What this task involves: Set down all of the records below exactly, please, omitting the images.

[[ Input data open ]]

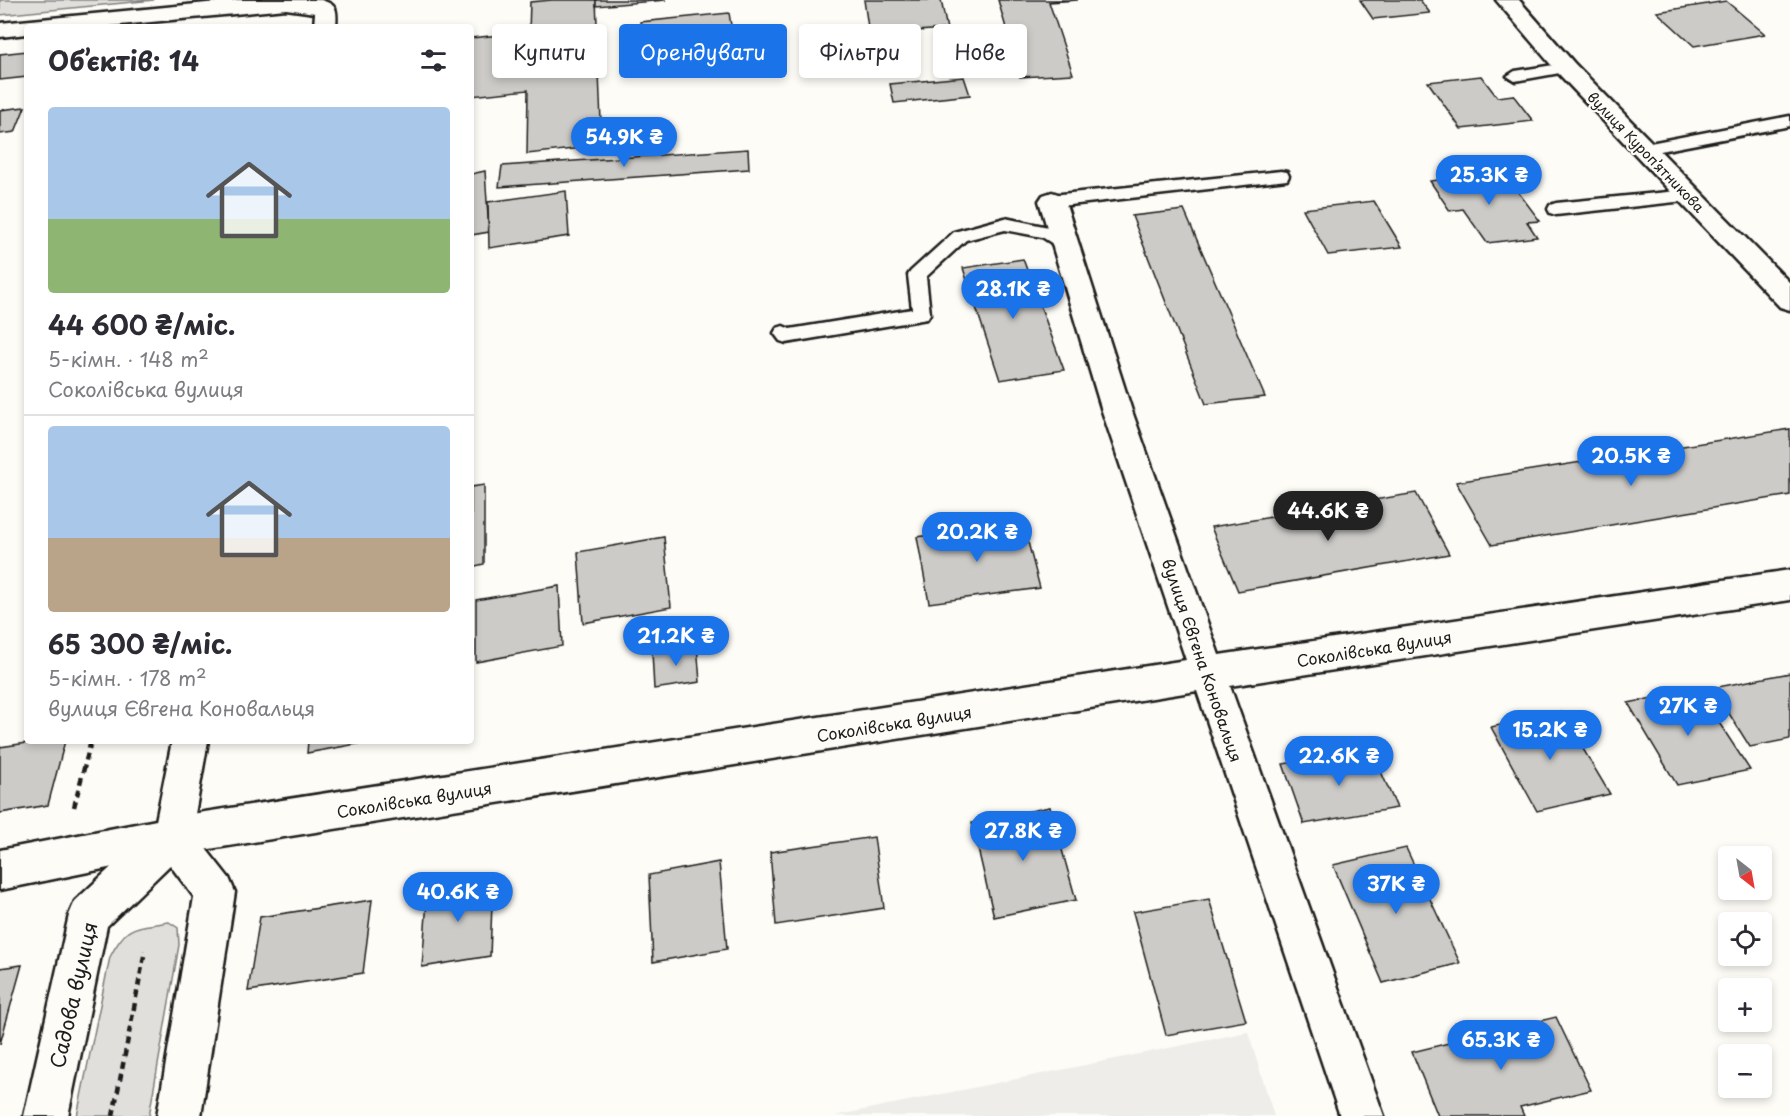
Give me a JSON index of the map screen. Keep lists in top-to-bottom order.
{
  "streets": {
    "street": [
      "вулиця Куропʼятникова",
      "Соколівська вулиця",
      "вулиця Євгена Коновальця",
      "Садова вулиця"
    ]
  },
  "crossings": [
    ["Соколівська вулиця", "вулиця Євгена Коновальця"],
    ["Соколівська вулиця", "Садова вулиця"]
  ],
  "north": "bottom right",
  "page": {
    "chip": [
      "Купити",
      "Орендувати",
      "Фільтри",
      "Нове"
    ],
    "heading": "Об’єктів: 14",
    "list": [
      {
        "name": "44 600 ₴/міс.",
        "note": "5-кімн. · 148 m² · Соколівська вулиця"
      },
      {
        "name": "65 300 ₴/міс.",
        "note": "5-кімн. · 178 m² · вулиця Євгена Коновальця"
      }
    ],
    "price": [
      "54.9K ₴",
      "25.3K ₴",
      "28.1K ₴",
      "20.5K ₴",
      "44.6K ₴",
      "20.2K ₴",
      "21.2K ₴",
      "27K ₴",
      "15.2K ₴",
      "22.6K ₴",
      "27.8K ₴",
      "37K ₴",
      "40.6K ₴",
      "65.3K ₴"
    ],
    "map_buttons": ["+", "−"]
  }
}
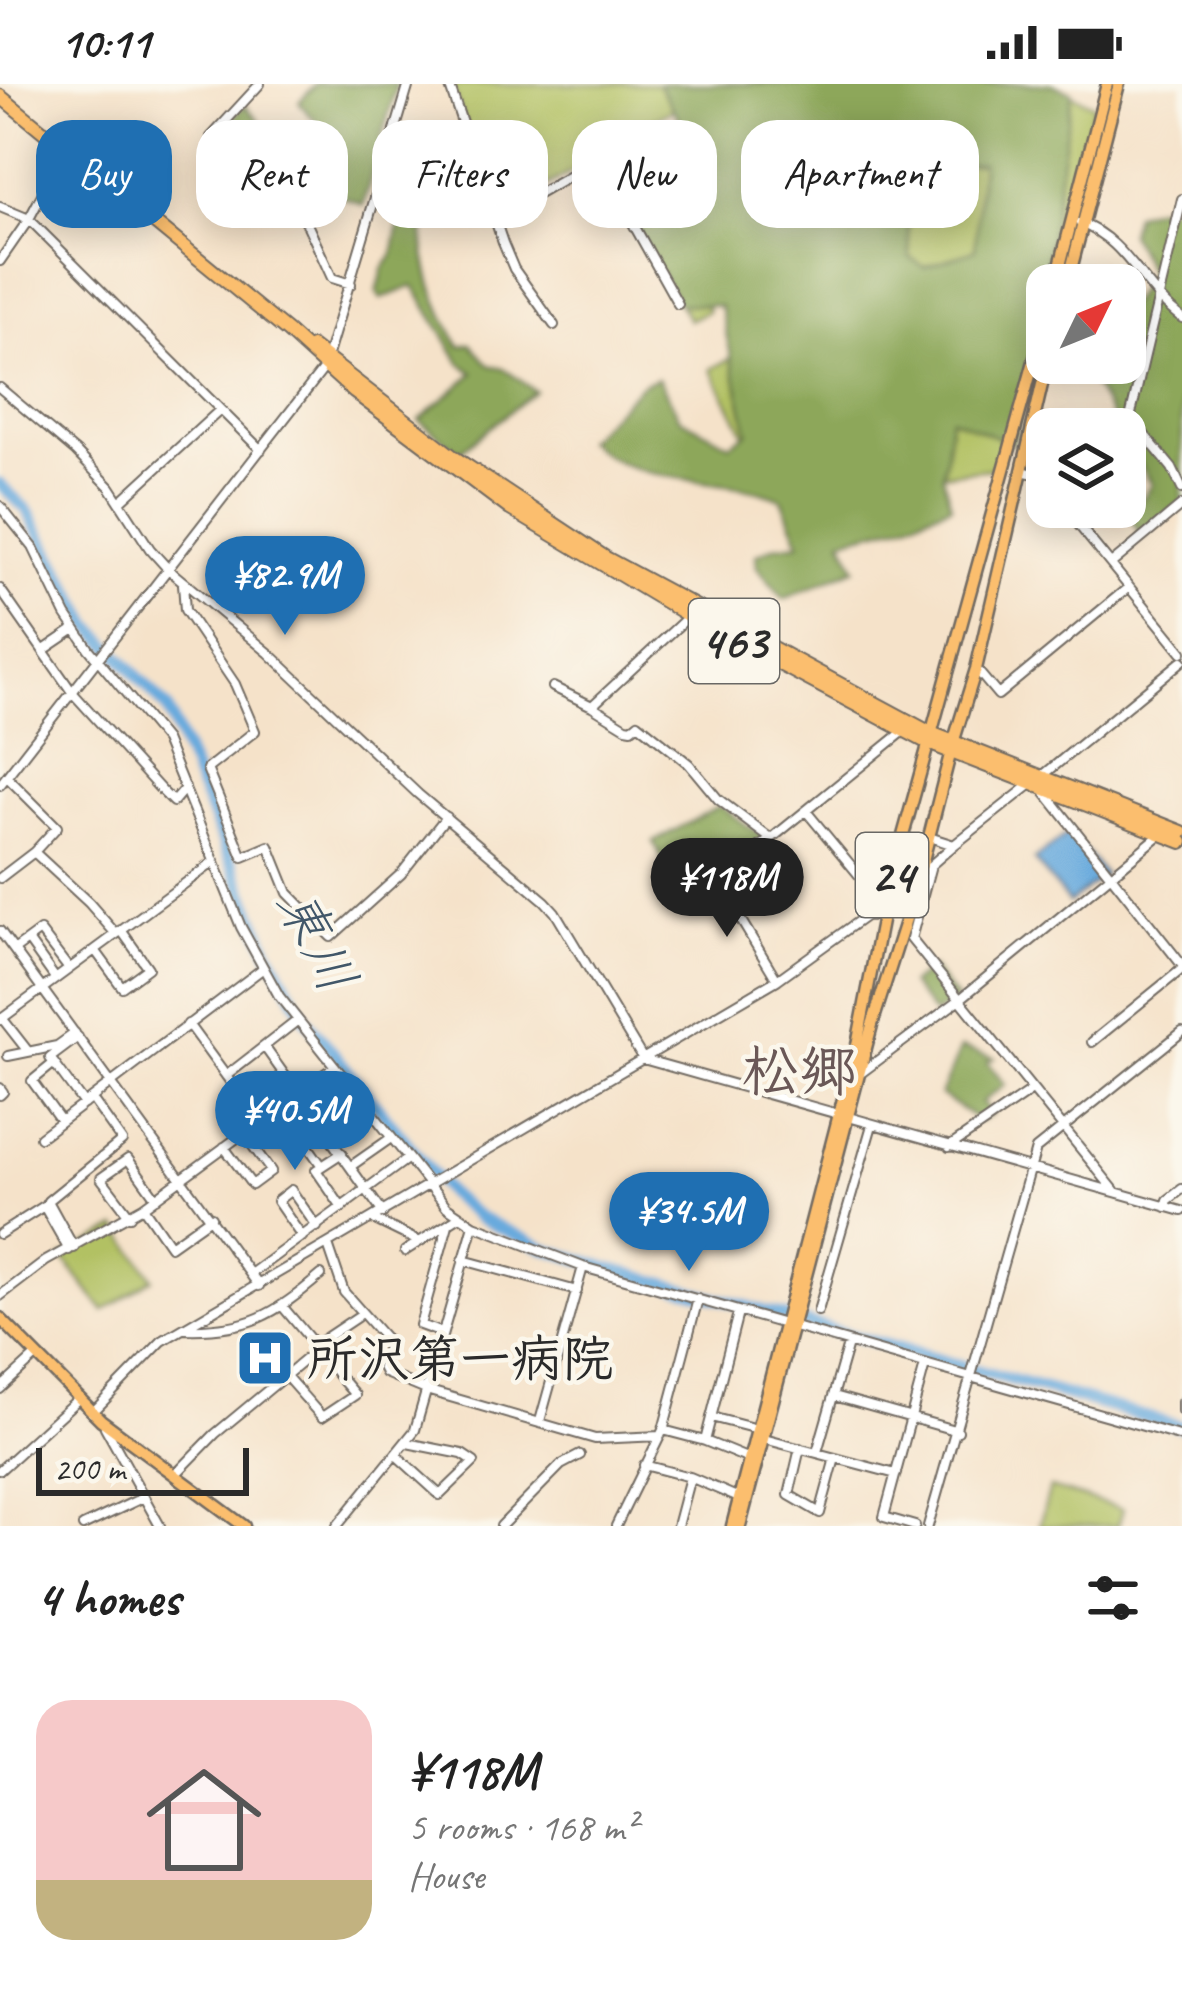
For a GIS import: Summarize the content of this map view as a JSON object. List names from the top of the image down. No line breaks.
{"streets":{"highway":["463"],"main road":["24"]},"crossings":[["463","24"]],"districts":["松郷"],"water":["東川"],"places":{"hospital":["所沢第一病院"]},"scale_bar":"200 m","north":"top right","page":{"status":"10:11","chip":["Buy","Rent","Filters","New","Apartment"],"price":["¥82.9M","¥118M","¥40.5M","¥34.5M"],"scale":"200 m","heading":"4 homes","list":[{"name":"¥118M","note":"5 rooms · 168 m² · House"}]}}
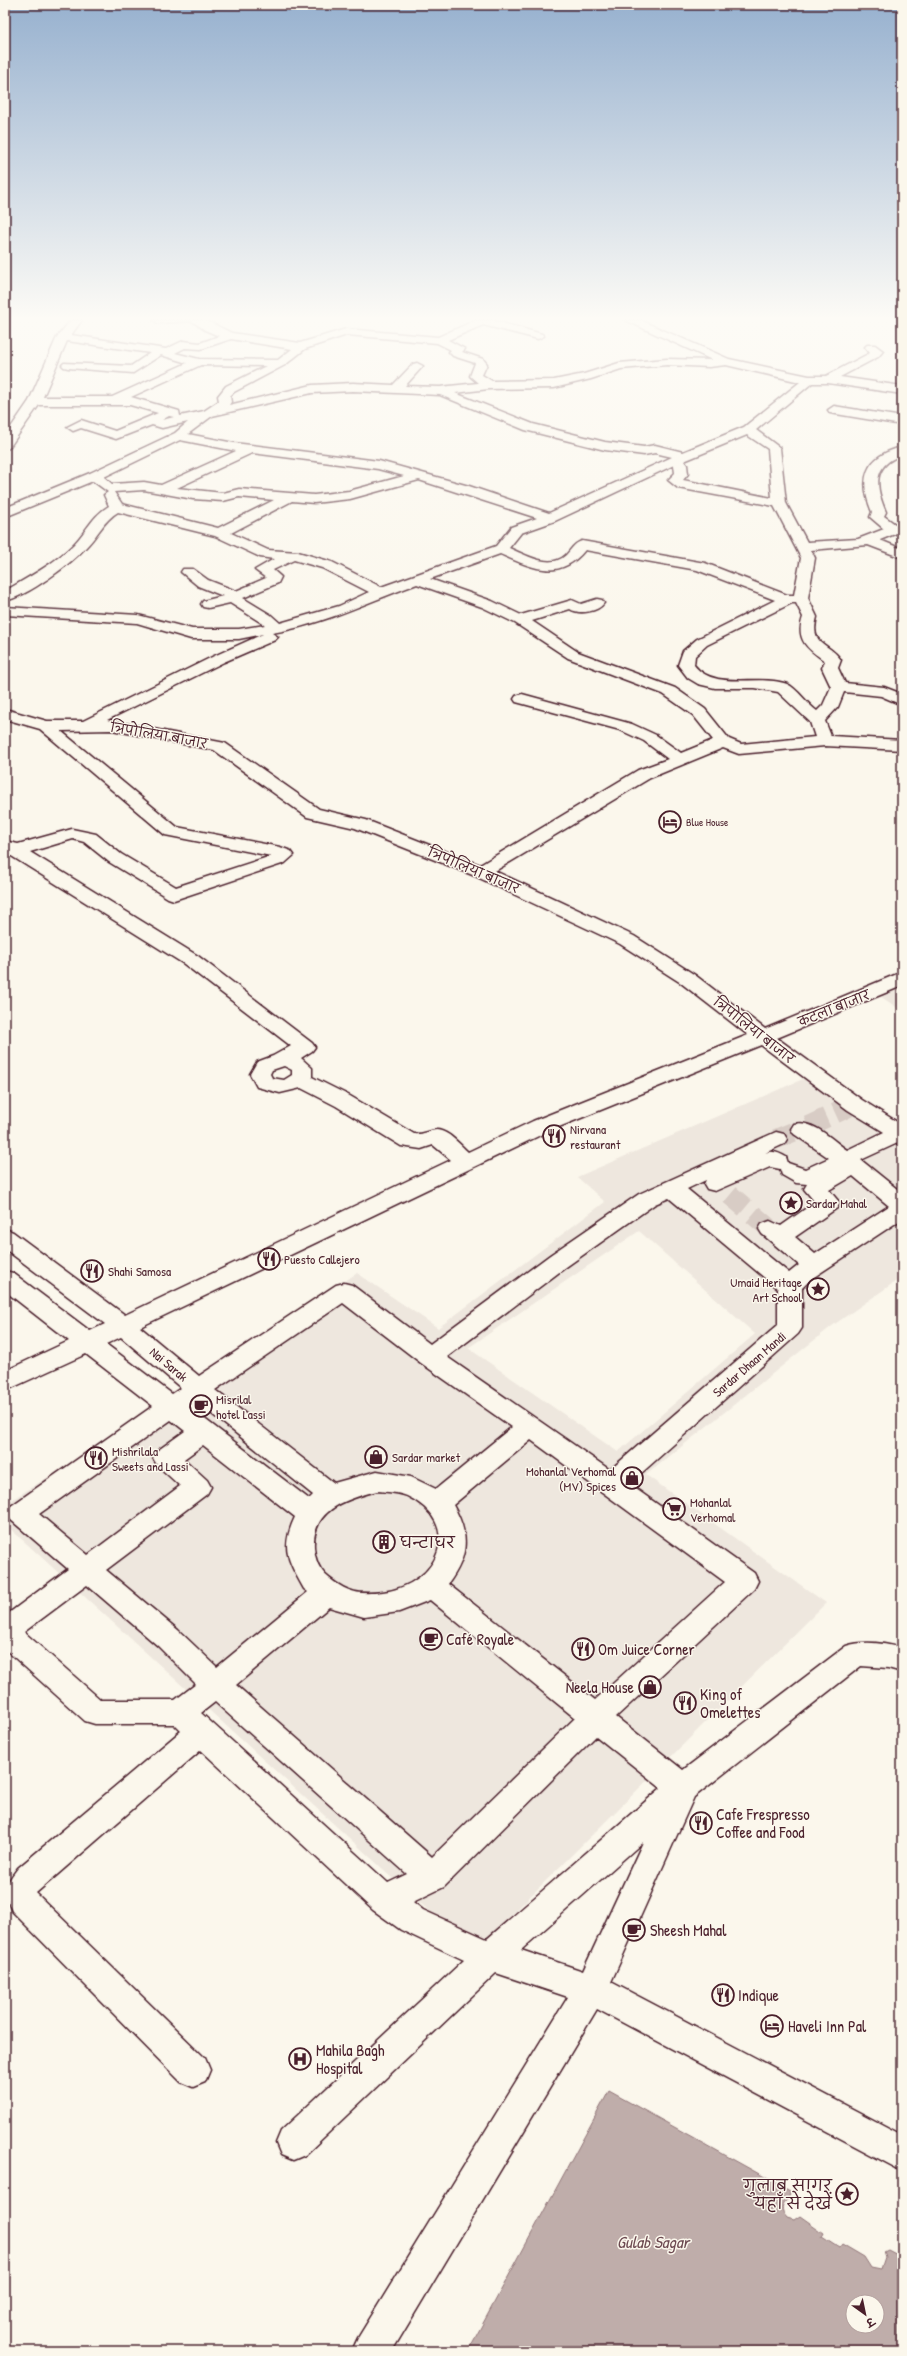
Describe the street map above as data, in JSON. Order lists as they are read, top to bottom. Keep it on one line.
{"streets":{"street":["त्रिपोलिया बाजार","कटला बाजार","Nai Sarak","Sardar Dhaan Mandi"]},"crossings":[["त्रिपोलिया बाजार","कटला बाजार"],["कटला बाजार","Nai Sarak"]],"water":["Gulab Sagar"],"places":{"hotel":["Blue House","Haveli Inn Pal"],"restaurant":["Nirvana restaurant","Puesto Callejero","Shahi Samosa","Mishrilala Sweets and Lassi","Om Juice Corner","King of Omelettes","Cafe Frespresso Coffee and Food","Indique"],"place":["Sardar Mahal","Umaid Heritage Art School","गुलाब सागर यहाँ से देखें"],"cafe":["Misrilal hotel Lassi","Café Royale","Sheesh Mahal"],"shop":["Sardar market","Mohanlal Verhomal (MV) Spices","Neela House"],"supermarket":["Mohanlal Verhomal"],"building":["घन्टाघर"],"hospital":["Mahila Bagh Hospital"]},"north":"bottom right"}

[[ Input data closed ]]

Solution:
Give me a JSON index of the map screen. Keep lists in top-to-bottom order.
{
  "streets": {
    "street": [
      "вулиця Куропʼятникова",
      "Соколівська вулиця",
      "вулиця Євгена Коновальця",
      "Садова вулиця"
    ]
  },
  "crossings": [
    ["Соколівська вулиця", "вулиця Євгена Коновальця"],
    ["Соколівська вулиця", "Садова вулиця"]
  ],
  "north": "bottom right",
  "page": {
    "chip": [
      "Купити",
      "Орендувати",
      "Фільтри",
      "Нове"
    ],
    "heading": "Об’єктів: 14",
    "list": [
      {
        "name": "44 600 ₴/міс.",
        "note": "5-кімн. · 148 m² · Соколівська вулиця"
      },
      {
        "name": "65 300 ₴/міс.",
        "note": "5-кімн. · 178 m² · вулиця Євгена Коновальця"
      }
    ],
    "price": [
      "54.9K ₴",
      "25.3K ₴",
      "28.1K ₴",
      "20.5K ₴",
      "44.6K ₴",
      "20.2K ₴",
      "21.2K ₴",
      "27K ₴",
      "15.2K ₴",
      "22.6K ₴",
      "27.8K ₴",
      "37K ₴",
      "40.6K ₴",
      "65.3K ₴"
    ],
    "map_buttons": ["+", "−"]
  }
}
For a GIS import: Summarize the content of this map view as a JSON object. List names from the top of the image down. No line breaks.
{"streets":{"highway":["463"],"main road":["24"]},"crossings":[["463","24"]],"districts":["松郷"],"water":["東川"],"places":{"hospital":["所沢第一病院"]},"scale_bar":"200 m","north":"top right","page":{"status":"10:11","chip":["Buy","Rent","Filters","New","Apartment"],"price":["¥82.9M","¥118M","¥40.5M","¥34.5M"],"scale":"200 m","heading":"4 homes","list":[{"name":"¥118M","note":"5 rooms · 168 m² · House"}]}}
Describe the street map above as data, in JSON. Order lists as they are read, top to bottom. Keep it on one line.
{"streets":{"street":["त्रिपोलिया बाजार","कटला बाजार","Nai Sarak","Sardar Dhaan Mandi"]},"crossings":[["त्रिपोलिया बाजार","कटला बाजार"],["कटला बाजार","Nai Sarak"]],"water":["Gulab Sagar"],"places":{"hotel":["Blue House","Haveli Inn Pal"],"restaurant":["Nirvana restaurant","Puesto Callejero","Shahi Samosa","Mishrilala Sweets and Lassi","Om Juice Corner","King of Omelettes","Cafe Frespresso Coffee and Food","Indique"],"place":["Sardar Mahal","Umaid Heritage Art School","गुलाब सागर यहाँ से देखें"],"cafe":["Misrilal hotel Lassi","Café Royale","Sheesh Mahal"],"shop":["Sardar market","Mohanlal Verhomal (MV) Spices","Neela House"],"supermarket":["Mohanlal Verhomal"],"building":["घन्टाघर"],"hospital":["Mahila Bagh Hospital"]},"north":"bottom right"}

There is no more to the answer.